# Excelsior Tunnel - Jan 2018



## Newage (Feb 2, 2018)

Hi All

This was our mission on the second day of our 4 day trip to Devon and Cornwall.
It was a slog to get to the tunnel entrance but not to difficult to find.

History (nicked from Subbrit)

Miners began driving the 8'X 8' tunnel in about 1880 but a shortage of funds led to the abandonment of the tunnel a few years later when it was only half way to North Engine Shaft. Work was recommenced on a smaller scale in the late 1930's under the auspices of a local chemist and tin miner Captain George Moor. An air compressor for working rock drills was installed near the entrance, with an air line to the working face 2100 feet in.

It was then used in the cold war in OPERATION ORPHEUS
In 1959 the Excelsior Tunnel was to take on a more sinister role. In the mid 1950's the 'cold war' between the Western powers and the Soviet Union was at its height but both sides were looking for a limitation to the bitter nuclear arms race. Negotiations on a test ban treaty started in 1958. As part of this treaty it was necessary to ensure that neither side was able to carry out secret undetected tests.

OK lets let the picture do the rest of the talking.
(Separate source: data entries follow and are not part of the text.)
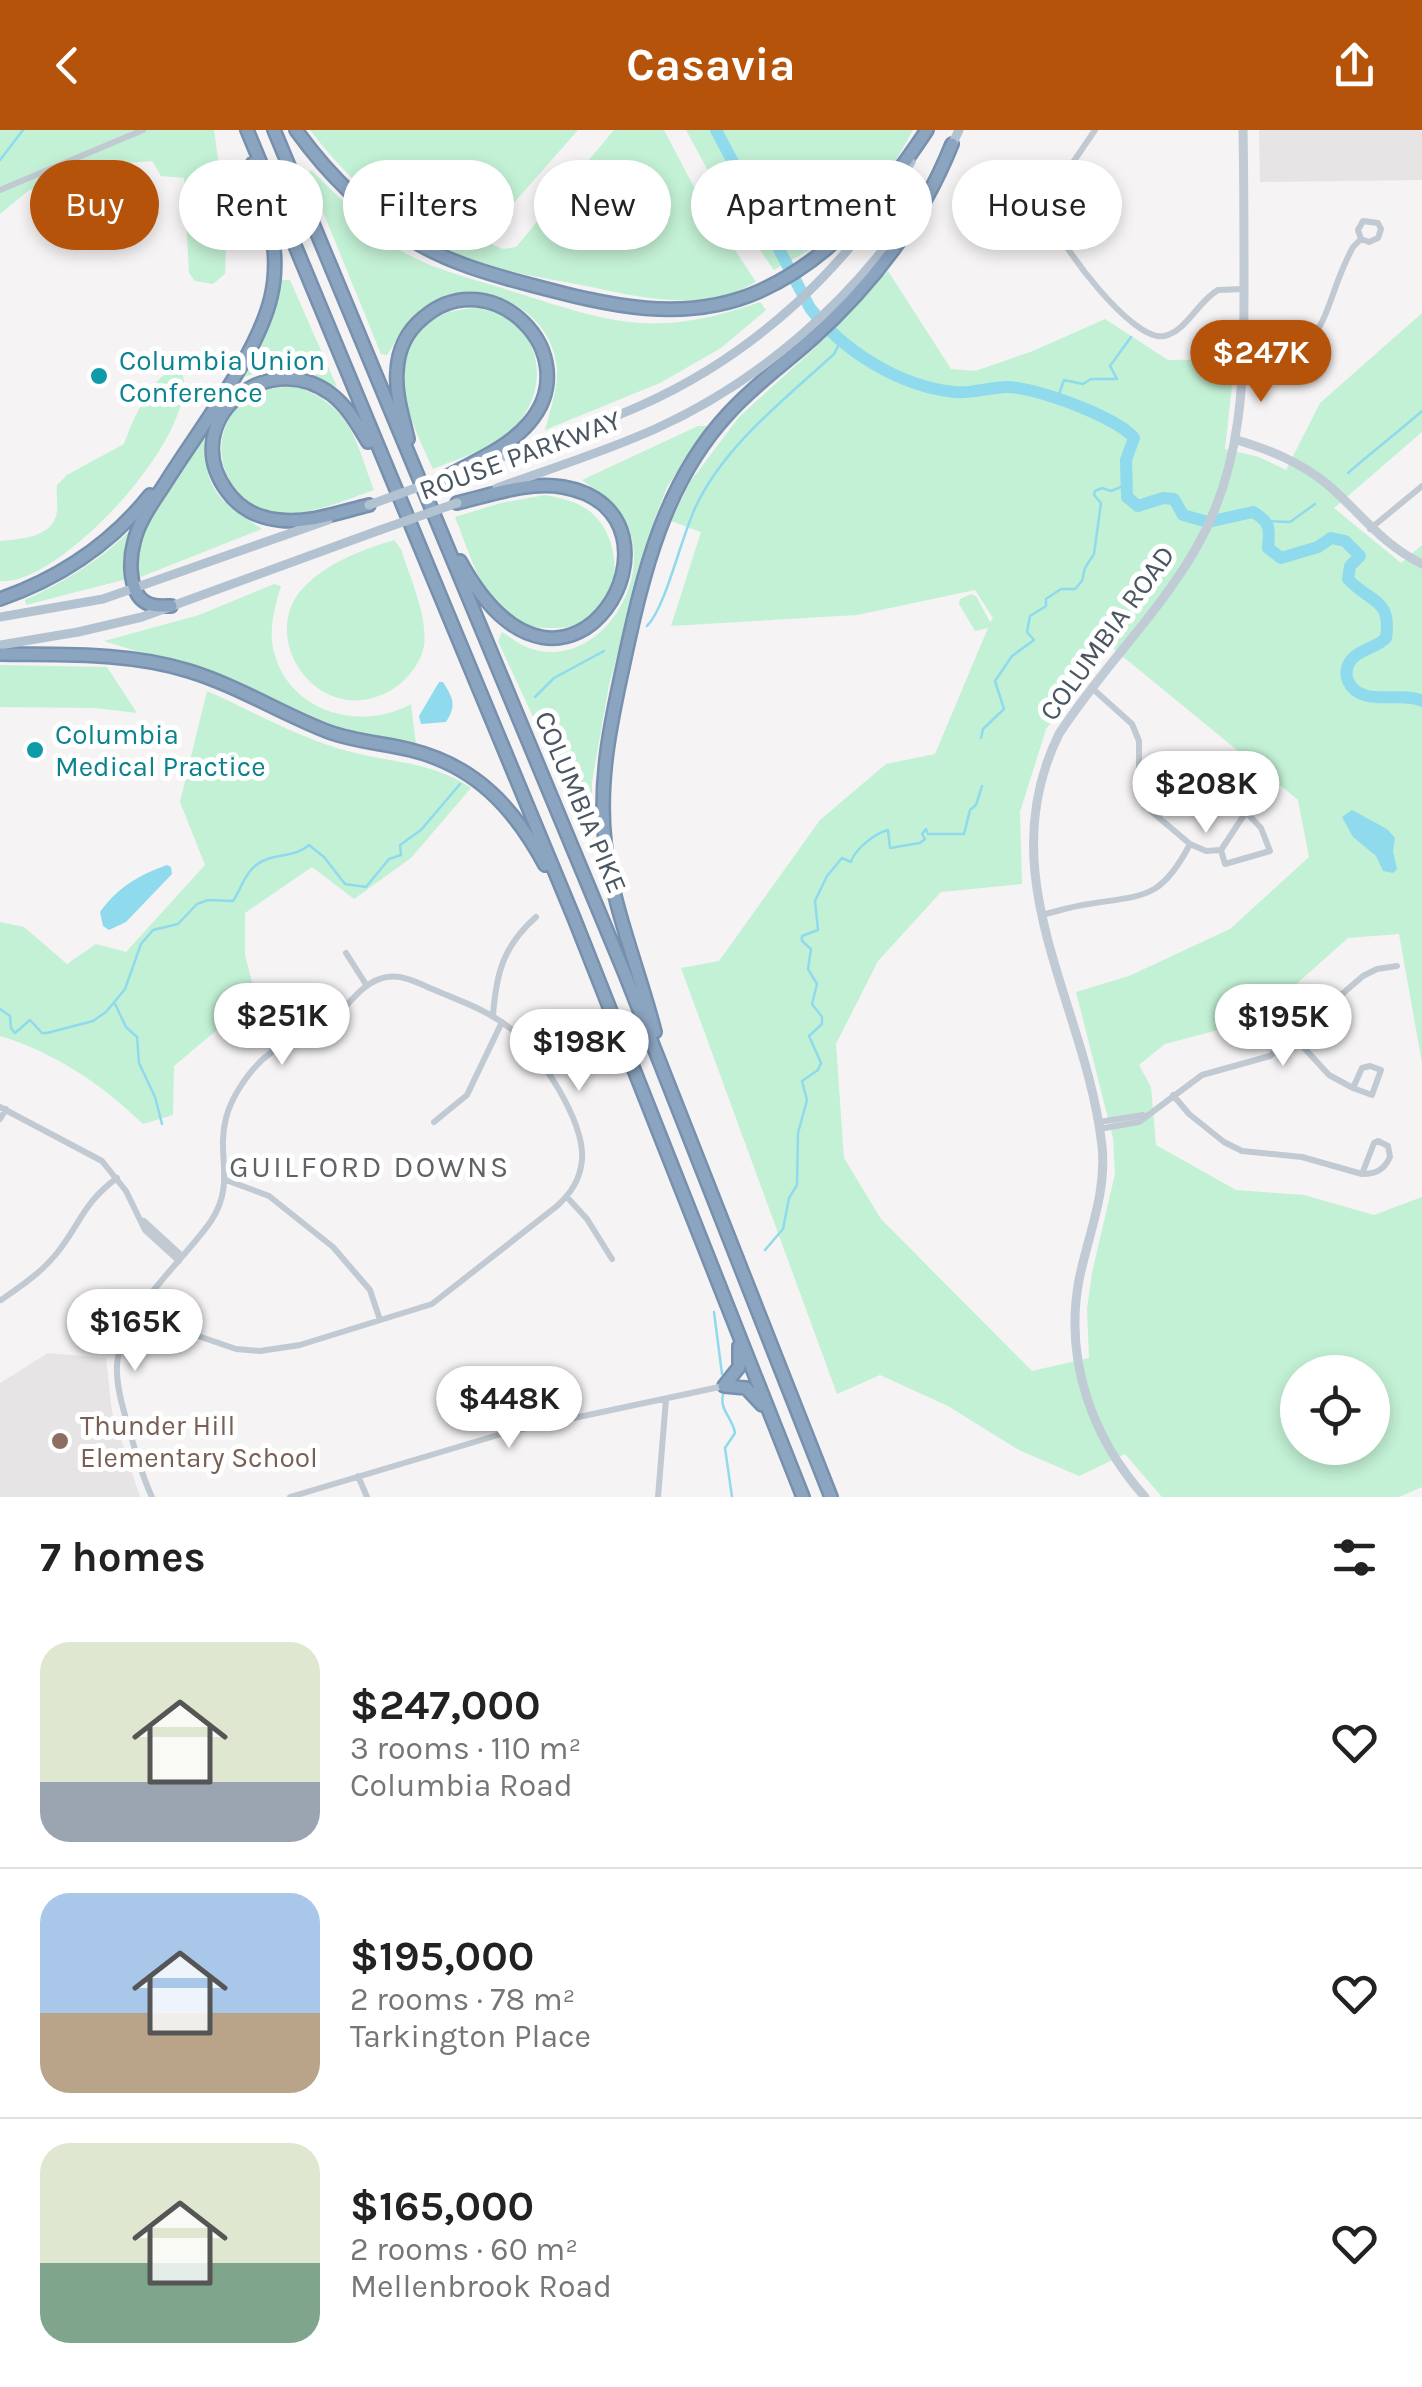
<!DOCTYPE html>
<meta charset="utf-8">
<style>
body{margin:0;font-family:Karla,sans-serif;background:#f6f6f6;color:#222;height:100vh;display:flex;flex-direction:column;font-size:38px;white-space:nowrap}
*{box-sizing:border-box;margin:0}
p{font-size:32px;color:#767676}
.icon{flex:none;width:55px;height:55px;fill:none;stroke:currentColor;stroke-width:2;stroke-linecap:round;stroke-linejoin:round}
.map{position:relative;height:1367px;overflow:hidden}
.side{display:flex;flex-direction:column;background:#fff;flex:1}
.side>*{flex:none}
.top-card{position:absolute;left:30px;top:30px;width:1362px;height:90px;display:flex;gap:20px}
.controls{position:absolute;left:1280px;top:1225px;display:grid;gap:20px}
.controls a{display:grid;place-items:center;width:110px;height:110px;border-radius:50%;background:#fff;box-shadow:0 5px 15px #0003;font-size:50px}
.price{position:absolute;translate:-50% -85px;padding:0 22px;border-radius:35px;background:#fff;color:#222;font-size:32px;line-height:65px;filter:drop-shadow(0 2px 5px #0008)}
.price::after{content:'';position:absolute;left:50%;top:60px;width:30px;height:22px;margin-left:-15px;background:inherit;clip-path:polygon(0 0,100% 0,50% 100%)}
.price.on{background:#b45309;color:#fff}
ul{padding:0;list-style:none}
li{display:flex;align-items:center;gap:30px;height:250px;padding:0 40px}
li+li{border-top:2px solid #e0e0e0}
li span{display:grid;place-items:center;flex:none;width:280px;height:200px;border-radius:30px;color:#555}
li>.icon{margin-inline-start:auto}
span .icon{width:120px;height:120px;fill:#fffc;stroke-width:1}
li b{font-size:42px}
h2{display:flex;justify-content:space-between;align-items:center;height:120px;padding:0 40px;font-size:42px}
.chip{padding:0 35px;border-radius:45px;background:#fff;box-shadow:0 5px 15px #0003;font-size:35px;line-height:90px}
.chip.on{background:#b45309;color:#fff}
header{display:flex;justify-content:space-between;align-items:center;height:130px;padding:0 40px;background:#b45309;color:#fff;font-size:45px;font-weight:700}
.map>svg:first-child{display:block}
.education{fill:#e6e4e5}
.green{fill:#c3f1d5;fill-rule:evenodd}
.water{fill:#90daee}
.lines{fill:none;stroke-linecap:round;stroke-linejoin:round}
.stream{stroke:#90daee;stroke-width:2.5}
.river{stroke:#90daee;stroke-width:12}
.highway-casing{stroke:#7690ad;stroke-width:16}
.street{stroke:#c1cad2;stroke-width:6}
.secondary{stroke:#c1cbd6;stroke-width:9}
.primary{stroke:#b3c2d1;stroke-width:9}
.highway{stroke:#8ba5c1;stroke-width:11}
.primary-bridge{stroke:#b3c2d1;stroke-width:9}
.culture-dot{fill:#0f9aa8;stroke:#fff;stroke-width:4}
.education-dot{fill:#8d6e63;stroke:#fff;stroke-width:4}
.labels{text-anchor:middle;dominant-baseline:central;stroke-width:10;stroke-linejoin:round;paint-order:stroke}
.culture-label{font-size:28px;fill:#0d838f;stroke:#fff;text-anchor:start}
.street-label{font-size:28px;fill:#4a5661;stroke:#fff}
.education-label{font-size:28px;fill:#785e54;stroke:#fff;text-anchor:start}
.neighbourhood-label{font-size:30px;letter-spacing:2.5px;fill:#5f6368;stroke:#fff}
</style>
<header><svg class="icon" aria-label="back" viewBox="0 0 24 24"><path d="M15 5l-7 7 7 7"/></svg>Casavia<svg class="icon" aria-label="share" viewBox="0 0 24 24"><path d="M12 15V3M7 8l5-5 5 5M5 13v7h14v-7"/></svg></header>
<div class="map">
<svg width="1422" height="1367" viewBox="0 0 1422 1367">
<rect width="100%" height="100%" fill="#f5f3f3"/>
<path class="education" d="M1259,0H1422V50L1260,52Z
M48,1223L106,1228L112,1282L140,1367H0V1253Z"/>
<path class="green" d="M0,0H214L227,92L225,144L213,154L195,151L189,143L184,48L161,46L152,31L92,36L87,53L29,60L0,84Z
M310,0H578L490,100L489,113L503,119L516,117L614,0H664L696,61L756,152C745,157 733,165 721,167C667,176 627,164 576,154C527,145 471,136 429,110C383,81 343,43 310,0Z
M686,0H913L890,41L827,110L774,140L721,65Z
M311,40C339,66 366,97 397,118C429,139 470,148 505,159C610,192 651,210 760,172L766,180L721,218L660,253L545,300C550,281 558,258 557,238C551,176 477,143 426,176C409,187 397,209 387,225L381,224L308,45Z
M888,141L951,239L975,241L1033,221L1105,189L1168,230L1235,229L1225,319L1259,327L1286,340L1320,273L1422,183V302L1334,378L1401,433L1422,415V933L1399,804L1348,808L1256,890L1165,914L1139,935L1151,957L1156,1015L1236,1060L1304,1065L1374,1085L1422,1067V1357L1399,1367H1162L1125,1324L1079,1346L1019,1320L948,1276L880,1245L837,1264L681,838L719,831L820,690L886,634L935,624L988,498L975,501L959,474L960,469L971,464L976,466L990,492L993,488L975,460L857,485L671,496L701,402L671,391L690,352L739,287L815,218ZM1110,516L1298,670L1309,727L1230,799L1129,846L1076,862L1113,1008L1115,1044L1092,1143L1087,1179L1089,1228L1032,1241L881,1089L844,1028L836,914L878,831L941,762L1022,754L1020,682L1046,599ZM1298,1242H1372V1318H1298Z
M280,150H290L337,257C300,239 281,232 242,248L269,194Z
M474,178C540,184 557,257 511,301C490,320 458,328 433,339C413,295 387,248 418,204C431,185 452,180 474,178Z
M180,237C210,294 60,458 0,451V411C20,409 54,408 57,381C58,373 56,363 57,355L67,345L124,314C133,290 152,242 180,237Z
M295,256C352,277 354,307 374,360C345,370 315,384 284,383C226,382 199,309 244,271C257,259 278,258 295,256Z
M698,296H709L667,357L655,388L609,555L592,652V699L580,698L566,674L560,635L541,604L498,511L502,502C510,507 520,515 529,518C597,542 656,451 626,393C616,374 599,362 582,350Z
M206,299C202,357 215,369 262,399L138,448C133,389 175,346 206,299Z
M545,365C561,368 575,371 588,380C625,407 625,480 577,495C568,498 557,498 547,498C535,498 519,495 510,488C480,465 469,421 455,387L501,373Z
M135,395L125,436L127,449L26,475L25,470C66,451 105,428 135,395Z
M394,410L401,419C410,448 428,486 424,516C421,533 407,550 393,559C319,604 253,505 306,455C331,431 362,420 394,410Z
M274,454L281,456C275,475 269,498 273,518C286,581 359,603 411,574L416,615L346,601L228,549L104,511L199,485Z
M0,535L107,537L137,583L95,578L0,577Z
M207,561C254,582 301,609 351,622C394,633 433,632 471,658L411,728L354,769L312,737L245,783V825L256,867L174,936L173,985L143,994C101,954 56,923 0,906V792L24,797L67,834L96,814L126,822L205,735L180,672Z"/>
<path class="water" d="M439,552H443C453,568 457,575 446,592L421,594L419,586Z
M1352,680L1387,699L1395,708L1393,721L1397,739L1393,743L1383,741L1376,726L1353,707L1342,687Z
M167,735L171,737L172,744L126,792L109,800L103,796L100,782C118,757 139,745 167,735Z"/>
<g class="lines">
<path class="stream" d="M0,30L23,0
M1057,270L1064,250L1083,254L1091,249H1117L1110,236L1131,207
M1348,343C1373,321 1397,303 1422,281
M1265,391L1290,392L1315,374
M647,496C666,477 681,407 696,376C725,315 785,269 834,224L840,212
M535,567L554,548L604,521
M981,608L983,599L1004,579L995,551L1012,526L1034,510L1027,502L1030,486L1046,476V469L1061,459H1075L1082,451L1085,438L1094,424L1101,373L1094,365L1095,361L1102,358L1111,361L1126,355
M115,874L126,897L137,907L139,933L155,967L162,994
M0,879L10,886L11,898L15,903L30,890L42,903H47L93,891L106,882L125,859L141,814L153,800L178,794L197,774L208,770L233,771C241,760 243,746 255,736C271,722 294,729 309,715L324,727L345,754L366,757L389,729L401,725L400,715L421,700L460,654
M765,1120L783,1099L789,1068L797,1055L798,1003L807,970L802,951L818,940L821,933L809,906L822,894V887L812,874L817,854L808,839L811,819L802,811V806L818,800L815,771L827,746L842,728L851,732C854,720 875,703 888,700L890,718L920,713L925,709L922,704L926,699L928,704H964L970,680L976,675L982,656
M714,1182L722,1244
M723,1265C719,1279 733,1289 735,1303L725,1318L732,1367"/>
<path class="river" d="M716,0L810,178C843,221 899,256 954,262C972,264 990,257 1007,257C1035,257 1117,287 1134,308L1126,330L1127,367L1138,376L1163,368L1174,369L1183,385L1208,392L1253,382C1271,392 1270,400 1268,418L1281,428L1318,417L1331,408L1345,411L1360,426L1350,436L1348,449C1370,473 1392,468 1386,508C1376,518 1361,519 1352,529C1346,536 1345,543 1348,551C1361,579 1402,560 1422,571"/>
<defs>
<path id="highway" d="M247,0L574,788L803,1367
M274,0L625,844L831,1367
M296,0C327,43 365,81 410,109C447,132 489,144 531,155C607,175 684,195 760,161C833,128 884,65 927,0
M408,309C403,287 395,264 397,241C398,220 407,201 423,188C491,129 588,224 529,293C508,318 475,331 446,347
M368,312C357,294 348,277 331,264C265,215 177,293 227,361C239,378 258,388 279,390C308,394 340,382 369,375
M457,373C491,365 528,351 563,357C707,382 569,631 460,431
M0,469C60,448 110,415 150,365
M171,476C164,476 155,477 149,474C128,466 129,430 134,412C139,390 154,371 166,352C199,299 257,226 271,167C282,121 267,76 253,33
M0,524C63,525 128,522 189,541C238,556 282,584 329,602C356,612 384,613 411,620C476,636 514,678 545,735
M655,902C639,839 612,776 605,712C598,651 611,591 624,532C643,444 664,353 728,284C753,256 784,234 812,209C872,155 922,89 952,14
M724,1256L739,1237V1216
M724,1256L746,1258L762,1275"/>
</defs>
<use href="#highway" class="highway-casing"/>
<path class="street" d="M1095,0L1059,53L1049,84C1057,112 1133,213 1164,206C1187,201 1198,171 1218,160L1244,159
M0,60L143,0
M1244,234C1336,224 1318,181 1353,117L1361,109L1369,112L1378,108L1381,99L1378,93L1363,91L1358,100L1361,109
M1370,399L1422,356
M1190,714L1206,721L1221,720L1246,682L1261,698L1270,721L1225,734L1221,720
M1042,785C1058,781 1073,776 1089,774C1144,765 1161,770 1190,714L1145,676L1139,653V611L1132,594L1092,558
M346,823L367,856
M493,886C496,844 503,816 536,787
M1295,908L1329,945L1353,958L1362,938L1370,936L1381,940L1372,965L1353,958
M1173,965L1189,984L1224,1012L1242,1021L1302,1027L1362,1044L1374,1013L1378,1011L1388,1016L1390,1027C1384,1040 1376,1044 1362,1044
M0,977L102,1031L126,1061L145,1100L179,1131
M0,989L6,979
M434,992L467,965L502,892
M1099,992L1143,985
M1099,999L1139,992L1202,945L1270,926L1363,846L1377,839L1397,836
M226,1050L269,1066L333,1117L370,1160L380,1190
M567,1067L587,1089L612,1129
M144,1091L182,1126
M1,1170C21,1156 41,1143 57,1123C80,1094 84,1072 117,1048
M142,1177L175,1198L236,1219L260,1221L300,1215L432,1174L557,1076C571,1063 580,1050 582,1030C585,992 540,922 511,899C489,881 463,872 437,861C422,855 404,844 387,847C361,851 347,879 328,894C308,910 281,912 262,930C247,944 231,968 226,988C216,1026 236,1053 211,1091C182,1133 120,1183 117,1235C116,1255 122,1276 128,1295C135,1319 141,1344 152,1367
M358,1346L367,1367
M290,1367L508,1302L724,1256
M658,1367L666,1269"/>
<path class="secondary" d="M1237,310C1270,320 1300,332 1327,354C1361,383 1380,413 1422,434
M1145,1367C1092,1308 1064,1230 1079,1150C1088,1105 1107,1063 1102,1016C1086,873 988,748 1059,604C1100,540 1157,486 1195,420C1244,336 1244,247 1244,153C1244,102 1244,51 1243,0"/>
<path class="primary" d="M951,17L959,0
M477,336C532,316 589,299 642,275C756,224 847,138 911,32
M497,358C549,339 604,322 655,299C761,251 849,173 914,78
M0,487L103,469L328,390
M0,515L78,502L142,487L380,400"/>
<use href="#highway" class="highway"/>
<path class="primary-bridge" d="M369,375L446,347
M380,400L457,373"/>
</g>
<g class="culture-dot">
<circle cx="99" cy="246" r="10"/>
<circle cx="35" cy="620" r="10"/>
</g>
<circle class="education-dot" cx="60" cy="1311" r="10"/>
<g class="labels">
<g class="culture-label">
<text x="119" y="230">Columbia Union<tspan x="119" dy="32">Conference</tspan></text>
<text x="55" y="604">Columbia<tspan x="55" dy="32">Medical Practice</tspan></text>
</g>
<g class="street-label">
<text transform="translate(520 325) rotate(-20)">ROUSE PARKWAY</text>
<text transform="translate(1107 503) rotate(-54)">COLUMBIA ROAD</text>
<text transform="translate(581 672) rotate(67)">COLUMBIA PIKE</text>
</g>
<g class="education-label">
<text x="80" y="1295">Thunder Hill<tspan x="80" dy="32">Elementary School</tspan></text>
</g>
<g class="neighbourhood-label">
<text x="370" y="1037">GUILFORD DOWNS</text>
</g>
</g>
</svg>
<div class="controls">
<a><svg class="icon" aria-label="locate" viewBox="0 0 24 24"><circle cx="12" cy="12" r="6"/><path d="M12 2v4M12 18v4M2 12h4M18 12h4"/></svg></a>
</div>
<b class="price on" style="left:1261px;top:275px">$247K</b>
<b class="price" style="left:1206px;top:706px">$208K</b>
<b class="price" style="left:282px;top:938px">$251K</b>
<b class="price" style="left:1283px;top:939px">$195K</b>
<b class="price" style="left:579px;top:964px">$198K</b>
<b class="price" style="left:135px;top:1244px">$165K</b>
<b class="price" style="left:509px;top:1321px">$448K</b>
<div class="top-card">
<a class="chip on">Buy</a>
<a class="chip">Rent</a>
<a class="chip">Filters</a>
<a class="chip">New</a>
<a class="chip">Apartment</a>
<a class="chip">House</a>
</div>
</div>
<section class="side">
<h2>7 homes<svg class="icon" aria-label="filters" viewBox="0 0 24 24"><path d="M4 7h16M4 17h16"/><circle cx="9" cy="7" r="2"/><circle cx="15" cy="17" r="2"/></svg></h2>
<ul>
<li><span style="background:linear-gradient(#dfe7d0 70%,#9aa5b1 0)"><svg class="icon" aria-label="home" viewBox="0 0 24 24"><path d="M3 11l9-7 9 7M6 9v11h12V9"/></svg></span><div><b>$247,000</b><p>3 rooms · 110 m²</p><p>Columbia Road</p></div><svg class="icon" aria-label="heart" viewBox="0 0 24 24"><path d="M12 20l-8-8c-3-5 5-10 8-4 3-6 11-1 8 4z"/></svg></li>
<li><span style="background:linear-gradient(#a9c7e8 60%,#b9a48a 0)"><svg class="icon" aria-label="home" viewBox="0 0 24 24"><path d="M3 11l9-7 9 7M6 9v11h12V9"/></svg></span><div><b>$195,000</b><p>2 rooms · 78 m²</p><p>Tarkington Place</p></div><svg class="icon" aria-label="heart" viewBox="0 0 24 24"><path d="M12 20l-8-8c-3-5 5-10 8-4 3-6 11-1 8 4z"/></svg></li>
<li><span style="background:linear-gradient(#dfe7d0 60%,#7fa58c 0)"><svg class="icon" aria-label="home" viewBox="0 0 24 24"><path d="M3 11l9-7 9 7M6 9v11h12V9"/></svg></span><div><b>$165,000</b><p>2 rooms · 60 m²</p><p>Mellenbrook Road</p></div><svg class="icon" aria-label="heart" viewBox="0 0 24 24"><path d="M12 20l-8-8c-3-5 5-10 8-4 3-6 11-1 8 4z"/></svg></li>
</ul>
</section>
-----------Time for 100% tunnel porn------------


Security gate inside the mine.
















There are 3 nasty roof falls along the 2100 feet of tunnel - but hey ho the roof is already on the floor so how bad can it be right (one way in and one way out - GULP!!!!!!!!!!!!!!!!!!!!)






Along one side wall of the tunnel are the test chambers that were used in the cold war for testing.






Over another roof fall and through the last flooded section you are near the end of a long wet slog.






And that is the end.






Well this is the very end






Well there you go, thanks for looking as normal all comments are most welcome.
There are a few more pictures on my Flickr page so get your arse over to :-
https://www.flickr.com/photos/newage2/albums/72157690045325222
Cheers Newage

Go on one last picture, after all you can`t take this stuff to seriously.


----------



## fluffy5518 (Feb 2, 2018)

He just doesn't take this hobby seriously enough !!


----------



## Gromr (Feb 2, 2018)

Very nice! Looks like a wet one, I can see the lens got damper and foggier as the photos when on haha.


----------



## Newage (Feb 2, 2018)

It was a real struggle to keep the camera even a bit dry, the lens kept fogging up.

Cheers newage


----------



## smiler (Feb 2, 2018)

Must be ten years since I last nosed here, wasn't so damp then, nice One, Newage I enjoyed it, Thanks


----------



## Scaramanger (Feb 4, 2018)

Beware of the upper grille on the entrance to this place.. All I'l say is it isn't bolted in..!


----------